Hi! Currently I’m working on some utterance classification problem. Previously I was using Wav2Vec2 (facebook/wav2vec2-base) model and everything was fine. Now I tried to use this new model using the same code. The training process goes fine, but when it comes to evaluation, it runs out of CUDA memory:
43%|████▎ | 55/129 [00:41<01:09, 1.07it/s]e[ATraceback (most recent call last):
File "/a2e_workspace/train.py", line 331, in <module>
trainer.train()
File "/opt/conda/lib/python3.8/site-packages/transformers/trainer.py", line 1399, in train
self._maybe_log_save_evaluate(tr_loss, model, trial, epoch, ignore_keys_for_eval)
File "/opt/conda/lib/python3.8/site-packages/transformers/trainer.py", line 1521, in _maybe_log_save_evaluate
metrics = self.evaluate(ignore_keys=ignore_keys_for_eval)
File "/opt/conda/lib/python3.8/site-packages/transformers/trainer.py", line 2158, in evaluate
output = eval_loop(
File "/opt/conda/lib/python3.8/site-packages/transformers/trainer.py", line 2341, in evaluation_loop
preds_host = logits if preds_host is None else nested_concat(preds_host, logits, padding_index=-100)
File "/opt/conda/lib/python3.8/site-packages/transformers/trainer_pt_utils.py", line 106, in nested_concat
return type(tensors)(nested_concat(t, n, padding_index=padding_index) for t, n in zip(tensors, new_tensors))
File "/opt/conda/lib/python3.8/site-packages/transformers/trainer_pt_utils.py", line 106, in <genexpr>
return type(tensors)(nested_concat(t, n, padding_index=padding_index) for t, n in zip(tensors, new_tensors))
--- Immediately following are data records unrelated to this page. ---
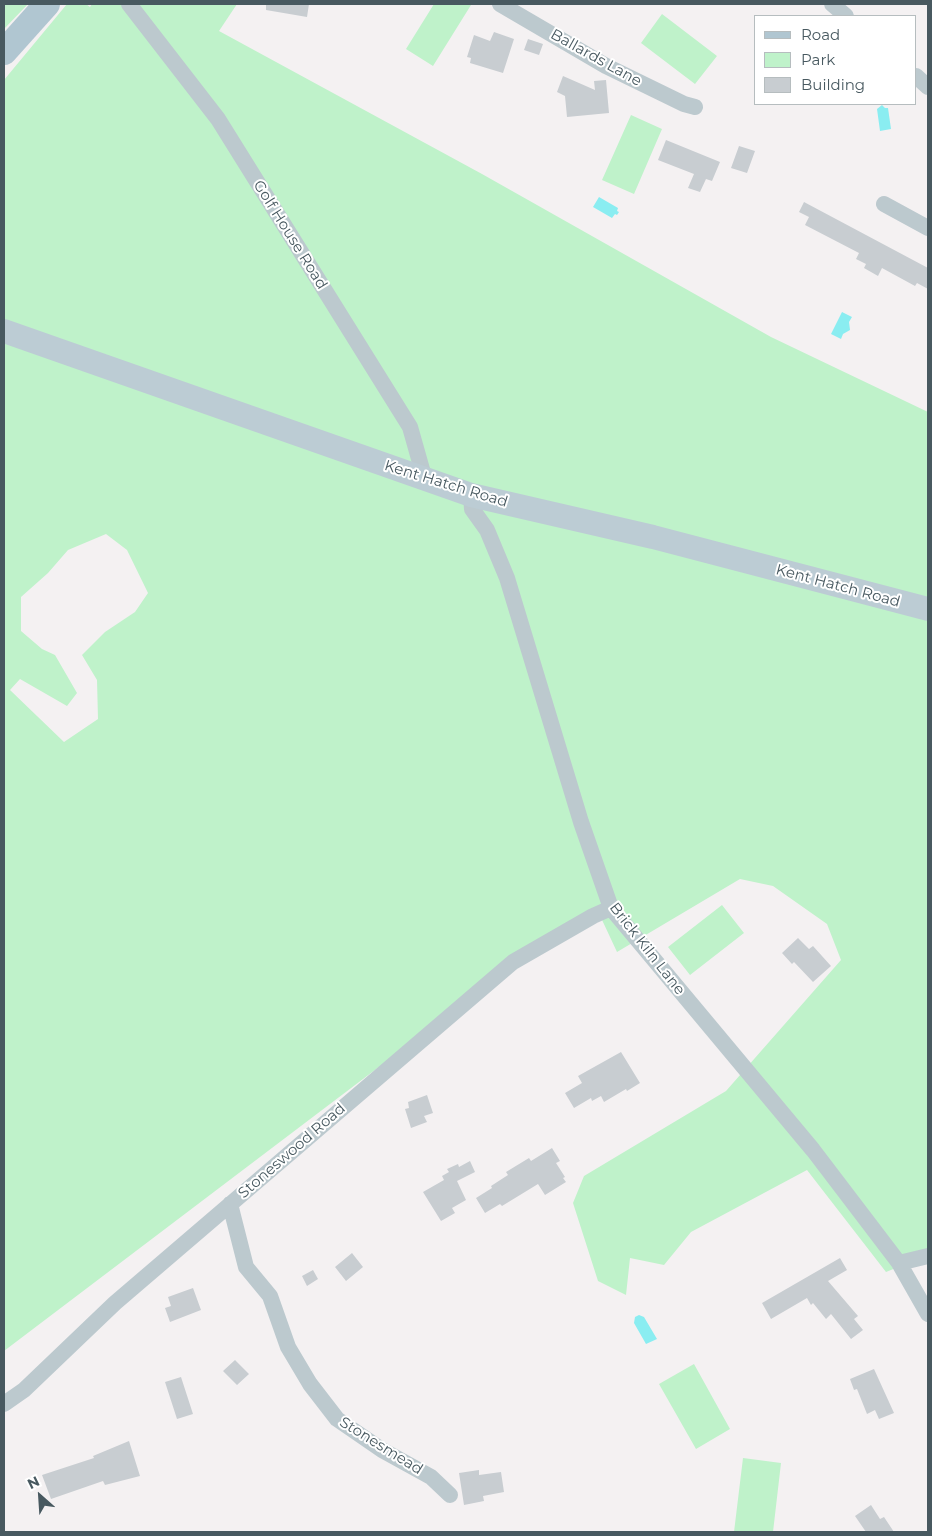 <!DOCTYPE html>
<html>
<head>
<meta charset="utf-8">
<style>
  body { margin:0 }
  #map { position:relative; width:932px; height:1536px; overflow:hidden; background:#f4f1f2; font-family:Montserrat,sans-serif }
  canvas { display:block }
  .frame { position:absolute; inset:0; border:5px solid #485960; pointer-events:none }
  .legend { position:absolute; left:754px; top:15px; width:162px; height:90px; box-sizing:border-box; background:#fff; border:1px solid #b6bdbf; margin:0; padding:6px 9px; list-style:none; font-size:15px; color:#485960 }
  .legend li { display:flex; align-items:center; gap:10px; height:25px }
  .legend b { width:25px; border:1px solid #b6bdbf }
  .north { position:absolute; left:15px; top:1471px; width:50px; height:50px; -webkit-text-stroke:4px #fff; paint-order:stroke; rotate:334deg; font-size:14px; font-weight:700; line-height:20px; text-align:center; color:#485960 }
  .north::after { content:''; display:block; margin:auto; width:18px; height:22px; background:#485960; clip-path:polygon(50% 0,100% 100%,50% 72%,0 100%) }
</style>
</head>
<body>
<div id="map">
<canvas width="932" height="1536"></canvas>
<div class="frame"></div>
<ul class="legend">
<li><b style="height:6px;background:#b0c6d1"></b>Road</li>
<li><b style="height:14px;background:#bff2ca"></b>Park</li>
<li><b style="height:14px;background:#c8cdd1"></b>Building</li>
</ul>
<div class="north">N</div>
</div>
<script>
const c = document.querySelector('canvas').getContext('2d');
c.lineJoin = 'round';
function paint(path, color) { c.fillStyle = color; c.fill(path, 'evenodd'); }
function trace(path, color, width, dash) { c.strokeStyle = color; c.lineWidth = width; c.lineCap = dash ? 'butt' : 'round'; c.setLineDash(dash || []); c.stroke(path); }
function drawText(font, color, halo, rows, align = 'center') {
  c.font = font + ' Montserrat,sans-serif'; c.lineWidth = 4; c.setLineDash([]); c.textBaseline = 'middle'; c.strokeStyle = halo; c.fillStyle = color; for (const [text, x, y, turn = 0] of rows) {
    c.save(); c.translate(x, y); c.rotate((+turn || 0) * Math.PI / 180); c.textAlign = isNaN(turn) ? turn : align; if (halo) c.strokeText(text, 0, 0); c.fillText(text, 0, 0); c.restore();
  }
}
const green = new Path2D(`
  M 4,4 L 28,4 L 4,29 Z
  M 67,4 L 86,4 L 90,7 L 92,4 L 237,4 L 219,31 L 482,174 L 771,337 L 928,412 L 928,1255 L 886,1272 L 807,1170 L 691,1232 L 664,1265 L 630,1258 L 626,1295 L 598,1281 L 573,1203 L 584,1176 L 726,1091 L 841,960 L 827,924 L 773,886 L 740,879 L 617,952 L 596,907 L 396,1054 L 4,1351 L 4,80 ZM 106,534 L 127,550 L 148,593 L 135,612 L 105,632 L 82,655 L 97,680 L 98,719 L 64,742 L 10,690 L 20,679 L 67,706 L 77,693 L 55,655 L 42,649 L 21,631 L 21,597 L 48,573 L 68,550 Z
  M 434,4 L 468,4 L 471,5 L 433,66 L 406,49 Z
  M 662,14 L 717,56 L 695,84 L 641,43 Z
  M 631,115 L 662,129 L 634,194 L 602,180 Z
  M 722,905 L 744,933 L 690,975 L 668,947 Z
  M 694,1364 L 730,1429 L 696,1449 L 659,1384 Z
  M 743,1458 L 781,1463 L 773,1532 L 734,1532 Z`);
const water = new Path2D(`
  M 882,105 L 885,108 L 888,108 L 891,129 L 880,131 L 877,109 Z
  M 599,197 L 618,208 L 617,211 L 619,212 L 617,215 L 615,214 L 612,218 L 593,207 Z
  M 842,312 L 852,317 L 849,322 L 850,330 L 843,334 L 841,339 L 831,334 Z
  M 639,1315 L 644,1317 L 657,1339 L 646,1344 L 634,1323 L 635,1317 Z`);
const building = new Path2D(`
  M 266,4 L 309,4 L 307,17 L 266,10 Z
  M 494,32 L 514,39 L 503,73 L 470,63 L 471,58 L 467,57 L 474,35 L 490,41 Z
  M 528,39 L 543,44 L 539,55 L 524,50 Z
  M 563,76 L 595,90 L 594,81 L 606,80 L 609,113 L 567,117 L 565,96 L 557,92 Z
  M 666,140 L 720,162 L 712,181 L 706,179 L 700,192 L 688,188 L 694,174 L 658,160 Z
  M 739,146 L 755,151 L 747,173 L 731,168 Z
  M 804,202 L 928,268 L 928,289 L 917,283 L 915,286 L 882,268 L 878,276 L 864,268 L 866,264 L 856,259 L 859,253 L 805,225 L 809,217 L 799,212 Z
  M 798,938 L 809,949 L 813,946 L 831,966 L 813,982 L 794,962 L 792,964 L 782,953 Z
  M 621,1052 L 640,1083 L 627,1091 L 626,1089 L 604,1102 L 601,1096 L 592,1101 L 591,1098 L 574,1108 L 565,1093 L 582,1083 L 578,1076 Z
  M 427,1095 L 433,1113 L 424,1116 L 427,1122 L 411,1128 L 405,1109 L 409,1108 L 408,1102 Z
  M 552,1148 L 560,1161 L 556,1163 L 565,1177 L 563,1178 L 566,1182 L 545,1195 L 538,1184 L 502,1206 L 500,1204 L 485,1213 L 476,1198 L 492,1188 L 491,1186 L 508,1175 L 506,1172 L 529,1158 L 531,1161 Z
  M 470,1161 L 475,1172 L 457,1181 L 466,1200 L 452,1208 L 455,1213 L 441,1221 L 423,1192 L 444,1180 L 442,1176 L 449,1172 L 447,1169 L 458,1164 L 459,1167 Z
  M 352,1253 L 363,1267 L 346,1281 L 335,1267 Z
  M 840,1258 L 847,1270 L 828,1281 L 858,1316 L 854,1319 L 863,1330 L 851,1339 L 831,1314 L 826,1319 L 813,1303 L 811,1305 L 807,1298 L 771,1319 L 762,1303 Z
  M 313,1270 L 318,1279 L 307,1286 L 302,1276 Z
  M 193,1288 L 201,1310 L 170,1322 L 165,1308 L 171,1306 L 168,1297 Z
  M 235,1360 L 249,1374 L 237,1385 L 223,1371 Z
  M 874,1369 L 894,1413 L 879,1419 L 875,1410 L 867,1414 L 857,1389 L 854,1390 L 850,1379 Z
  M 181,1377 L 193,1414 L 177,1419 L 165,1382 Z
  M 129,1441 L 140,1476 L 105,1485 L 103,1481 L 51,1499 L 42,1475 L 94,1458 L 93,1456 Z
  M 479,1470 L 479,1475 L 501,1472 L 504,1492 L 483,1496 L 484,1501 L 464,1505 L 459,1473 Z
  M 871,1505 L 880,1519 L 884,1517 L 894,1532 L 866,1532 L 855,1516 Z`);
const minor = new Path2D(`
  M 129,4 L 218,119 L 410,427 L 425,480
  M 500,4 L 606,66 L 684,104 L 695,107
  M 832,4 L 846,16
  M 916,76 L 928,87
  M 884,204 L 928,228
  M 471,495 L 472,509 L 487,530 L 507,578 L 581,822 L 611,908 L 813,1150 L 899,1263 L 928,1314
  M 230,1204 L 246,1267 L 270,1296 L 288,1347 L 310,1384 L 337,1419 L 382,1450 L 431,1477 L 450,1495
  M 899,1263 L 928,1256
  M 4,1404 L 24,1390 L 115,1303 L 513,962 L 593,916 L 611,908`);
const secondary = new Path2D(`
  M 4,331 L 471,495 L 653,537 L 928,609`);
const primary = new Path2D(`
  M 4,52 L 47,4`);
const streetNames = [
  ["Ballards Lane",596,58,29],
  ["Golf House Road",290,235,58],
  ["Kent Hatch Road",446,484,17],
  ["Kent Hatch Road",838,586,15],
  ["Brick Kiln Lane",647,949,52],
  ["Stoneswood Road",292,1151,-41],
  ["Stonesmead",381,1446,32]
];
paint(green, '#bff2ca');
paint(water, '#8aedf1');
paint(building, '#c8cdd1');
trace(minor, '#bcc9ce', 16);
trace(secondary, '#bcccd4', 24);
trace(primary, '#b0c6d1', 26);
drawText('15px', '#485960', '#fff', streetNames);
</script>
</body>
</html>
File "/opt/conda/lib/python3.8/site-packages/transformers/trainer_pt_utils.py", line 106, in nested_concat
return type(tensors)(nested_concat(t, n, padding_index=padding_index) for t, n in zip(tensors, new_tensors))
File "/opt/conda/lib/python3.8/site-packages/transformers/trainer_pt_utils.py", line 106, in <genexpr>
return type(tensors)(nested_concat(t, n, padding_index=padding_index) for t, n in zip(tensors, new_tensors))
File "/opt/conda/lib/python3.8/site-packages/transformers/trainer_pt_utils.py", line 108, in nested_concat
return torch_pad_and_concatenate(tensors, new_tensors, padding_index=padding_index)
File "/opt/conda/lib/python3.8/site-packages/transformers/trainer_pt_utils.py", line 76, in torch_pad_and_concatenate
result = tensor1.new_full(new_shape, padding_index)
RuntimeError: CUDA out of memory. Tried to allocate 480.00 MiB (GPU 0; 15.78 GiB total capacity; 13.21 GiB already allocated; 415.75 MiB free; 13.99 GiB reserved in total by PyTorch) If reserved memory is >> allocated memory try setting max_split_size_mb to avoid fragmentation. See documentation for Memory Management and PYTORCH_CUDA_ALLOC_CONF
The GPU has 16 GB VRAM.
Batch size parameters:
per_device_train_batch_size: 4
per_device_eval_batch_size: 4
gradient_accumulation_steps: 4
The code is pretty much default, it’s based on this guide
The strange thing is that the size of the model is approximately the same as Wav2Vec2, and also memory always runs out exactly on evalution. So maybe there is some memory leak bug in the code.
I’m gonna test this on 32 GB GPU and report the results.